When I was a young child, I was put through a lot of testing to determine why a child, who was apparently intelligent, performed so poorly at school. No specific diagnosis was made except that I “processed information differently from other people.” Now I look back at that and laugh. It sounds like a definition of creativity—the ability to take the same information presented to other people and see things in it that they can’t see. I excelled at school as an older child, eventually even getting a Master’s Degree, so I don’t worry about it.
The term, “neurodiversity,” didn’t exist back then. If it had, some may have said my school wasn’t understanding and tolerant of people who had good brains, but who saw and interpreted the world differently from others. Today, the term has become well-known enough that it is applied to people with everything from Attention-Deficit/Hyperactivity Disorder to Asperger Syndrome. When Elon Musk hosted Saturday Night Live, many were excited to hear him openly discuss how his brain works differently from others due in part to his Asperger’s.
I came across an article by Marie Dealessandri on a site called Gamesindustry.biz that offers guidance to organizations to enhance neurodiversity. For example, the piece points readers to the Reasonable Adjustments Toolkit. It includes a list of adjustments employers can make to accommodate employees with brains that work differently than many other people’s and to facilitate conversations between employees and managers.

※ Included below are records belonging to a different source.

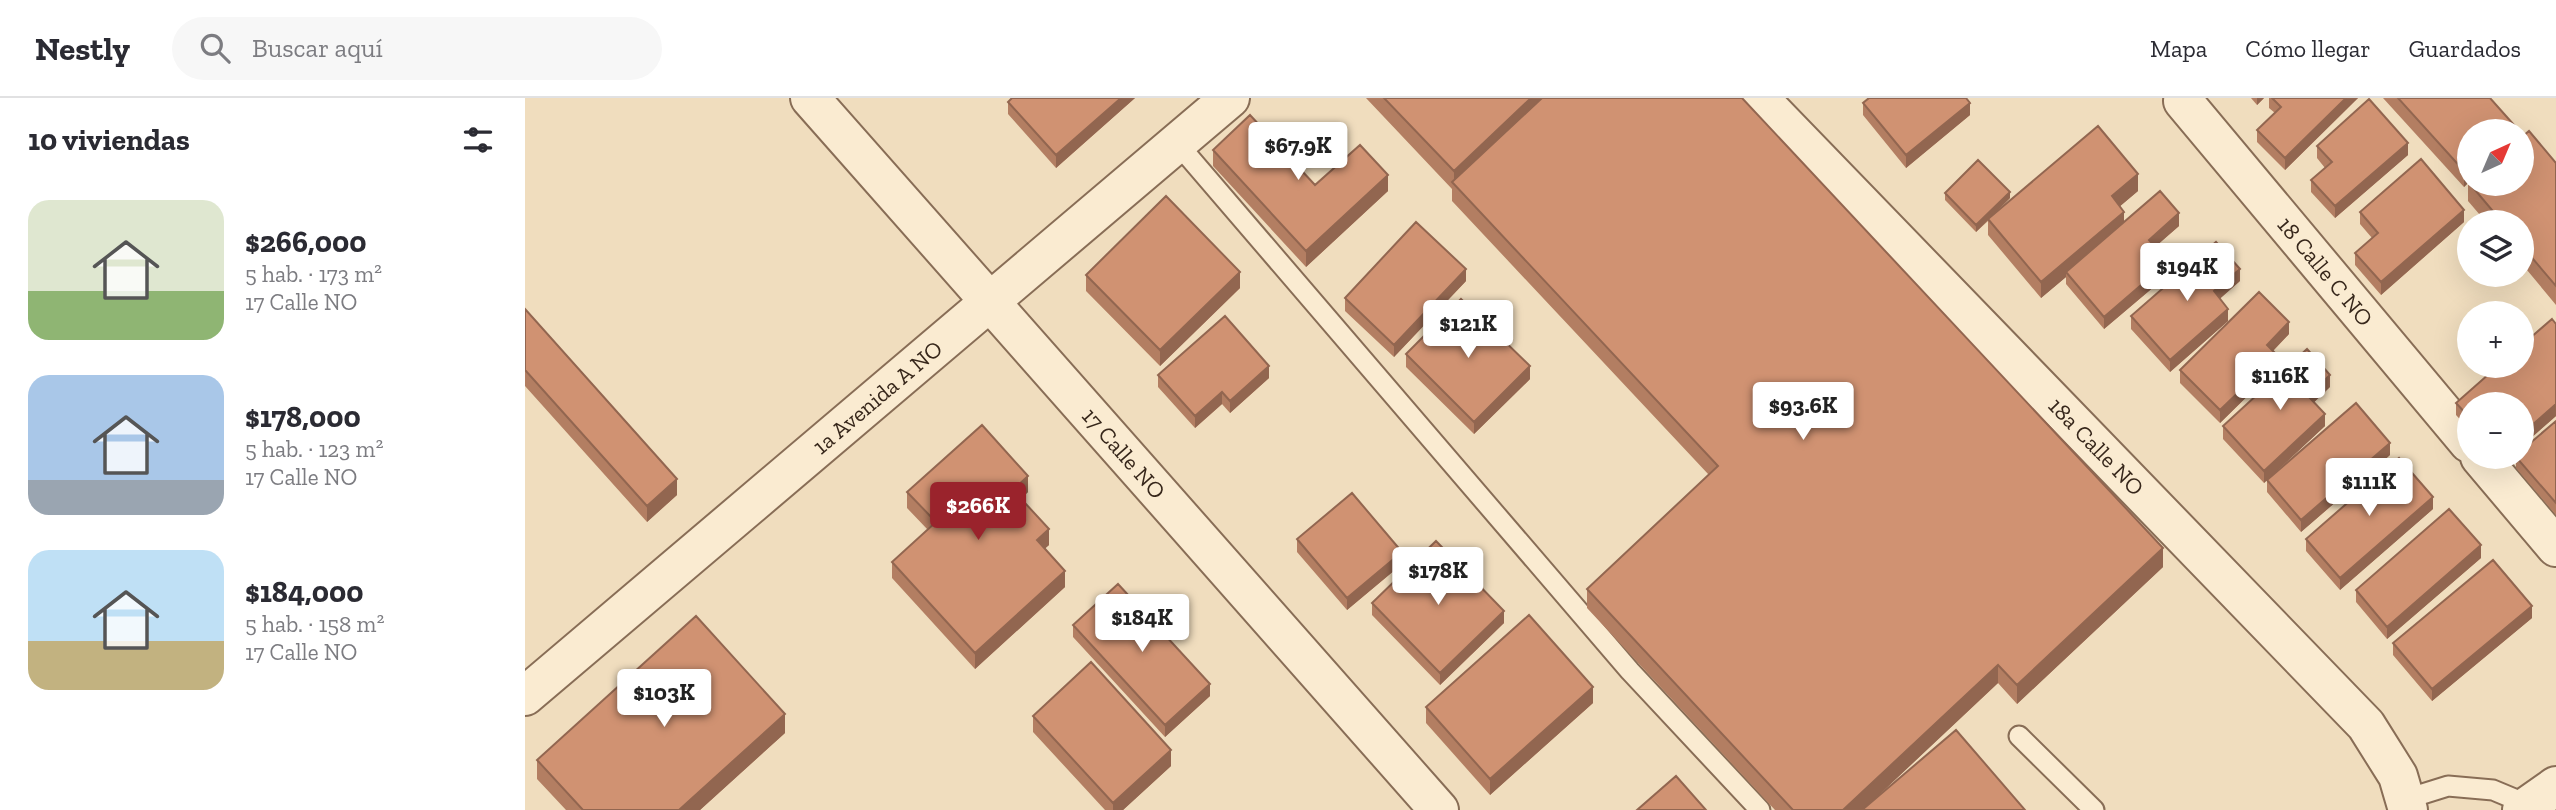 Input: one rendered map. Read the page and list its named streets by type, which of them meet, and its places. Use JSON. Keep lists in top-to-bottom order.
{
  "streets": {
    "street": [
      "18 Calle C NO",
      "1a Avenida A NO",
      "18a Calle NO",
      "17 Calle NO"
    ]
  },
  "crossings": [
    ["1a Avenida A NO", "17 Calle NO"]
  ],
  "north": "top right",
  "page": {
    "header": "Nestly",
    "search": "Buscar aquí",
    "nav": ["Mapa", "Cómo llegar", "Guardados"],
    "heading": "10 viviendas",
    "map_buttons": ["+", "−"],
    "price": [
      "$67.9K",
      "$194K",
      "$121K",
      "$116K",
      "$93.6K",
      "$111K",
      "$266K",
      "$178K",
      "$184K",
      "$103K"
    ],
    "list": [
      {
        "name": "$266,000",
        "note": "5 hab. · 173 m² · 17 Calle NO"
      },
      {
        "name": "$178,000",
        "note": "5 hab. · 123 m² · 17 Calle NO"
      },
      {
        "name": "$184,000",
        "note": "5 hab. · 158 m² · 17 Calle NO"
      }
    ]
  }
}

People don’t need a diagnosable condition to have trouble relating to managers and colleagues. Sometimes all it takes is two brains—which both may be “normal”—that just work extremely differently. I once had a manager who reveled in process. When faced with a project that needed to be completed, he saw it in terms of a process. Whether that process ever led anywhere appeared to be beside the point for him. It was a workplace corollary of the person who believes the journey on a trip is more important than the destination. A colleague and I also suspected that this work perspective came with a touch of attention deficit disorder. He would jump from task to task within his “process,” often leaving work incomplete. He was a strong public speaker and “people person,” but his brain was not attuned to efficiently completing work. When I tried to find ways of expediting the work by finding simple solutions, he would make references to my “flippant” attitude. I wasn’t willing to put in the amount of serious work required for each step of the process. Looking back, I can see we were a mismatch, and that he was not in the right job for his strengths.
A workplace filled with brains that work in an array of ways is a good thing as long as colleagues are well-matched and each individual is in a job that complements the way their brain works. For example, my manager would have been happier, and served the company better, as an adjunct to the advertising sales team. He could have been an editorial-advertising liaison, who served as a kind of ambassador for the editors, who typically do not love glad-handing and schmoozing. There should have been an acknowledgment that completing written deliverables on time was not his strong suit, even if he was professionally known as an “editor.”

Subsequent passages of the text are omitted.